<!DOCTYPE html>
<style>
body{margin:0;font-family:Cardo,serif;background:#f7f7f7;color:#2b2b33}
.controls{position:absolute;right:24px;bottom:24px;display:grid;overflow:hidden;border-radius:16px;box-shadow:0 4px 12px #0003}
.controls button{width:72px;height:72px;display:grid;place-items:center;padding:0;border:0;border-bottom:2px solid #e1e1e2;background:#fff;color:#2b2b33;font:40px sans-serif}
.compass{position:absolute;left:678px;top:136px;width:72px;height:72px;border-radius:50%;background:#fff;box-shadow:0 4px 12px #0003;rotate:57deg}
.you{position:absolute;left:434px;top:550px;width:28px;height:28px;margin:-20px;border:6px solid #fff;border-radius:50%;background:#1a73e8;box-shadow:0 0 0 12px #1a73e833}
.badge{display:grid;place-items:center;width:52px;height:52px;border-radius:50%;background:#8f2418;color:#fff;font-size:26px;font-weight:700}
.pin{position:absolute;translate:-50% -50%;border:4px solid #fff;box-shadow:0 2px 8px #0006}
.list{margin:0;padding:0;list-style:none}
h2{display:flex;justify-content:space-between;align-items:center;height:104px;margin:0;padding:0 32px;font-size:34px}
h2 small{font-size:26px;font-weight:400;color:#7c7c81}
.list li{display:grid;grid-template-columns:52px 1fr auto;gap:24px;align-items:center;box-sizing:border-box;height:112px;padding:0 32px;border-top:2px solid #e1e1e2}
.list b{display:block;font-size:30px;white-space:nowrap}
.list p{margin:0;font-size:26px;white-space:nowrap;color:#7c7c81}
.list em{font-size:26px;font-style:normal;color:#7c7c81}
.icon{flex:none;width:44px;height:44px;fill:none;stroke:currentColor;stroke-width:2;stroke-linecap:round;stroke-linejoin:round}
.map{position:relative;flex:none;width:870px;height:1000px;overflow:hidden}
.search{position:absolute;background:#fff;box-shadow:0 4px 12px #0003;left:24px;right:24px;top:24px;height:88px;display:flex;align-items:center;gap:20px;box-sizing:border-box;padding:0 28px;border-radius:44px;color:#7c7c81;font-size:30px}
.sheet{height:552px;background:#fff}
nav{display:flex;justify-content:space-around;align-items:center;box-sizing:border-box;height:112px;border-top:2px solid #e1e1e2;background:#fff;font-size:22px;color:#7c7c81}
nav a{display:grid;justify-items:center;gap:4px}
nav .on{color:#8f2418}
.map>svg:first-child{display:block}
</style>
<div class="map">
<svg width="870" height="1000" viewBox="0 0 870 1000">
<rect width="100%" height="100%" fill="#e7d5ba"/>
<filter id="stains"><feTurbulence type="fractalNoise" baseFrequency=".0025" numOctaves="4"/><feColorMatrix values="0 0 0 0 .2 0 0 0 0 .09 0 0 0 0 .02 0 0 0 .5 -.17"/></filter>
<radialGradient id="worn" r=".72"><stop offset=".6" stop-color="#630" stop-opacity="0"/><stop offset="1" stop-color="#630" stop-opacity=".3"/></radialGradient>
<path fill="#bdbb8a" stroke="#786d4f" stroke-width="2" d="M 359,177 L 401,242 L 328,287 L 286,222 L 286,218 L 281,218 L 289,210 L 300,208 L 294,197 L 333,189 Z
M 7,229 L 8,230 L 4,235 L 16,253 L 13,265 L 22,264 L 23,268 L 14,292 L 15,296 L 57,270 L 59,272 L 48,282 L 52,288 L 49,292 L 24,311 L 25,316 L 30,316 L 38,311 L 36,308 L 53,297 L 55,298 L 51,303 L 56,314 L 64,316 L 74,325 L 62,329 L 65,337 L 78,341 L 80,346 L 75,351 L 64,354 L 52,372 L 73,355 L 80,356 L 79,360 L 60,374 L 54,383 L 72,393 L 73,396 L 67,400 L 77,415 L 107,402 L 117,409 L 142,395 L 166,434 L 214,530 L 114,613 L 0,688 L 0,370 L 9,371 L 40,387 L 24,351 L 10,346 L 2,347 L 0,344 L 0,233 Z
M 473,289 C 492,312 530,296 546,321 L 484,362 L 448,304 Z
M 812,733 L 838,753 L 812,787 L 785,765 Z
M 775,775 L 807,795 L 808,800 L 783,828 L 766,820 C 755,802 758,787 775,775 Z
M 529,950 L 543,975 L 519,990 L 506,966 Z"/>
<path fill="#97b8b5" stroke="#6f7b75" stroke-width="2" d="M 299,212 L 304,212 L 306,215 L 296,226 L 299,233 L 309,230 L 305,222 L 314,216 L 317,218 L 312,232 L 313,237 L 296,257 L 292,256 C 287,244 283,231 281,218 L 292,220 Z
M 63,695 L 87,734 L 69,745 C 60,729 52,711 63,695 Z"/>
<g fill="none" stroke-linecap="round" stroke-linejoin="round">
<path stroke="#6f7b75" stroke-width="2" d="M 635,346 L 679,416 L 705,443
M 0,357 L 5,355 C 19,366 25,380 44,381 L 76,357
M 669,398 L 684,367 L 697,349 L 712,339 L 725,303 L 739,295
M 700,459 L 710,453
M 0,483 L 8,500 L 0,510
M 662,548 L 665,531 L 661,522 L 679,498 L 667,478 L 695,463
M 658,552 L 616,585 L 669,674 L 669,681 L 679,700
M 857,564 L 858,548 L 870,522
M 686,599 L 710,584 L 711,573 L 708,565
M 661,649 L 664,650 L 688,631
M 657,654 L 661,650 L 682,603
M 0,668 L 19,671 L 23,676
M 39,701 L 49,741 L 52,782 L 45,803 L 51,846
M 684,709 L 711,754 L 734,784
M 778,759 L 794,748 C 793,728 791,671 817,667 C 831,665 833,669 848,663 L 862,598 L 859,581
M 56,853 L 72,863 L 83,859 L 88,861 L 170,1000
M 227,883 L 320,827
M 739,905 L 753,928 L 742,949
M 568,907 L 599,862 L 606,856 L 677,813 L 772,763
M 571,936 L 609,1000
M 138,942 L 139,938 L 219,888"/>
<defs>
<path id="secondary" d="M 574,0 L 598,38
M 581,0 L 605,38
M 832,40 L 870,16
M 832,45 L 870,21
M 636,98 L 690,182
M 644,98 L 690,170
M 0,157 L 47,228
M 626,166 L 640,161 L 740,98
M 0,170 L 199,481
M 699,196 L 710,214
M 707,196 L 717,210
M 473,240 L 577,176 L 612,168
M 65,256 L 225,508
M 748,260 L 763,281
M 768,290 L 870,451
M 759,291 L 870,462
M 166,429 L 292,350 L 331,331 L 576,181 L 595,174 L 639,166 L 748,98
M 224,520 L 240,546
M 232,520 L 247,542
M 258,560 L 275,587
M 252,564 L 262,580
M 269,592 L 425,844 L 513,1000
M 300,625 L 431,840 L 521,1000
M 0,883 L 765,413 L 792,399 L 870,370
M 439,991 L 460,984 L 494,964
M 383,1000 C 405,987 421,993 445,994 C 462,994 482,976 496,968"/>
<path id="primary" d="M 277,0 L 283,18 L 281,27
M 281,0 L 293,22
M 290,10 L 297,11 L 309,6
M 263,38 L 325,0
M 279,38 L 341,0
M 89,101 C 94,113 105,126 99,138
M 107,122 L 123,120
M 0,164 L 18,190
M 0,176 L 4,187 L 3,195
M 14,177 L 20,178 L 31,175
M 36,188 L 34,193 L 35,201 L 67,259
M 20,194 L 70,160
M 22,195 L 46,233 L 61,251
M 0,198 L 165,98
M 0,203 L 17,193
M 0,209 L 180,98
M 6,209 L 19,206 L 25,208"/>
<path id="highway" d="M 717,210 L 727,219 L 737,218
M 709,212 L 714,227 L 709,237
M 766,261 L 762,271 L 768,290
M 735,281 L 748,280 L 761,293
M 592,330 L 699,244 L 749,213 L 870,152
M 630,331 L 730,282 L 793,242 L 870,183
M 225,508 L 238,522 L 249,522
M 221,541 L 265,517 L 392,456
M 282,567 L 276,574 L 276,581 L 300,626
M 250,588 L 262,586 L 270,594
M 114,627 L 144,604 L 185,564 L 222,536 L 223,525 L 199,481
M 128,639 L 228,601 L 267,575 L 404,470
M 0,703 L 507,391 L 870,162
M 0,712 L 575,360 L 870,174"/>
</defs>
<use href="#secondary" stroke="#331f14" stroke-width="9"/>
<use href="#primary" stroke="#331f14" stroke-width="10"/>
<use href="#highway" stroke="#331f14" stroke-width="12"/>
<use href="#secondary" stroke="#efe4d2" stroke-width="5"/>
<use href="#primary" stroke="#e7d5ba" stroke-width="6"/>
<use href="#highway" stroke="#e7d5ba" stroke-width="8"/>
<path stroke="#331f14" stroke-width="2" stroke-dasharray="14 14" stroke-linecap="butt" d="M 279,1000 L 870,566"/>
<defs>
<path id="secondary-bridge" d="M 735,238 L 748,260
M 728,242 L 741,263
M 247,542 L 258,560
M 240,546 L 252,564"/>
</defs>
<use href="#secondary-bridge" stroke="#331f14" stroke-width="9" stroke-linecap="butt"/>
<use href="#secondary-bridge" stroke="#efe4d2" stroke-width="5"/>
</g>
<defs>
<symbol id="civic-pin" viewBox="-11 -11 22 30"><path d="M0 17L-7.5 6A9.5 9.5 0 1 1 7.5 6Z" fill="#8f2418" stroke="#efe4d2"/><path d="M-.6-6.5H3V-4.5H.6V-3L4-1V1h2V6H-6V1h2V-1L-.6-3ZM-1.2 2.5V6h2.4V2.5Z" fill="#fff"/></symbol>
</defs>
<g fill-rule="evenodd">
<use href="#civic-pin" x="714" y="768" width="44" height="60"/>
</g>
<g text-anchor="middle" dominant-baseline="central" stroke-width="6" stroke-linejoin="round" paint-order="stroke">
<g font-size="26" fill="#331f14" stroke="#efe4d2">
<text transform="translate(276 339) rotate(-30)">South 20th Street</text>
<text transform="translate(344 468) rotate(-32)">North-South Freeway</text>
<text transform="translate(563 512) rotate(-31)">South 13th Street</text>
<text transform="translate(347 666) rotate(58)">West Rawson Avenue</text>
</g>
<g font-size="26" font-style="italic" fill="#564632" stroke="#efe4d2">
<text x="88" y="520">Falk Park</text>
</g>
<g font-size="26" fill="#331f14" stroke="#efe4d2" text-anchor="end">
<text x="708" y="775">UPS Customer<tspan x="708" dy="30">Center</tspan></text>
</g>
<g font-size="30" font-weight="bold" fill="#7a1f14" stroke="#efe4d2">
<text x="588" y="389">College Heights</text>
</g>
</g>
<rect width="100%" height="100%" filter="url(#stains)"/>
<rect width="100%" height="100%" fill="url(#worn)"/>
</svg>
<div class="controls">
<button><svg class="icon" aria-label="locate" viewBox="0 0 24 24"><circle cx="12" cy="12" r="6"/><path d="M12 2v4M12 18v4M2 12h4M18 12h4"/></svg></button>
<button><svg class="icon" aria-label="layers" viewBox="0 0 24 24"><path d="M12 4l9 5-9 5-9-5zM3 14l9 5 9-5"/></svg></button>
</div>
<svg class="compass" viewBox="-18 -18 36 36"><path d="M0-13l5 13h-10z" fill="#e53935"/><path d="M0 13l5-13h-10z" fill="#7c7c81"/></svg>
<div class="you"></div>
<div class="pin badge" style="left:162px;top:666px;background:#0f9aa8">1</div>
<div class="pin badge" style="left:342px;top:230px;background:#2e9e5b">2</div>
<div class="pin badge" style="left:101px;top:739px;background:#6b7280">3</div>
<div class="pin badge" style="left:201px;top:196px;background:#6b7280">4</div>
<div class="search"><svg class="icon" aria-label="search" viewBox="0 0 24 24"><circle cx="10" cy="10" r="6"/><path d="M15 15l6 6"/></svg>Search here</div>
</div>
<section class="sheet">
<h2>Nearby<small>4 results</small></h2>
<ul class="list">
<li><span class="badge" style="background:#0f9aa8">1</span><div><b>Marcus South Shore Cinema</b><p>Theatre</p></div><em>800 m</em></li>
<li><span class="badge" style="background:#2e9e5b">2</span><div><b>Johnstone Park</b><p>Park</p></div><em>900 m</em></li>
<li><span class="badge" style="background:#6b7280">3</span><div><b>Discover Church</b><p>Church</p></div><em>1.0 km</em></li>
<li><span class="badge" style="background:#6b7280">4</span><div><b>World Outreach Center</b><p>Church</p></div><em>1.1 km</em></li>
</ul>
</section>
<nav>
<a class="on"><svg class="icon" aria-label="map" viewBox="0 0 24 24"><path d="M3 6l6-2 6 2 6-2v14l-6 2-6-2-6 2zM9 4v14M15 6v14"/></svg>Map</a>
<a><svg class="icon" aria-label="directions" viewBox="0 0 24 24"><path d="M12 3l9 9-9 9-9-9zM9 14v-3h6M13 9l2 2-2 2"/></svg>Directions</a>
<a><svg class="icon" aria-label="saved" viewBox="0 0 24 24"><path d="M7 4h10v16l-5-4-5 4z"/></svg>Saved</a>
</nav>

• _WHAT THE TASK ASKS_: Find the word "compass" in the entries, and copy every line it shows up in.

• _RESPONSE_:
.compass{position:absolute;left:678px;top:136px;width:72px;height:72px;border-radius:50%;background:#fff;box-shadow:0 4px 12px #0003;rotate:57deg}
<svg class="compass" viewBox="-18 -18 36 36"><path d="M0-13l5 13h-10z" fill="#e53935"/><path d="M0 13l5-13h-10z" fill="#7c7c81"/></svg>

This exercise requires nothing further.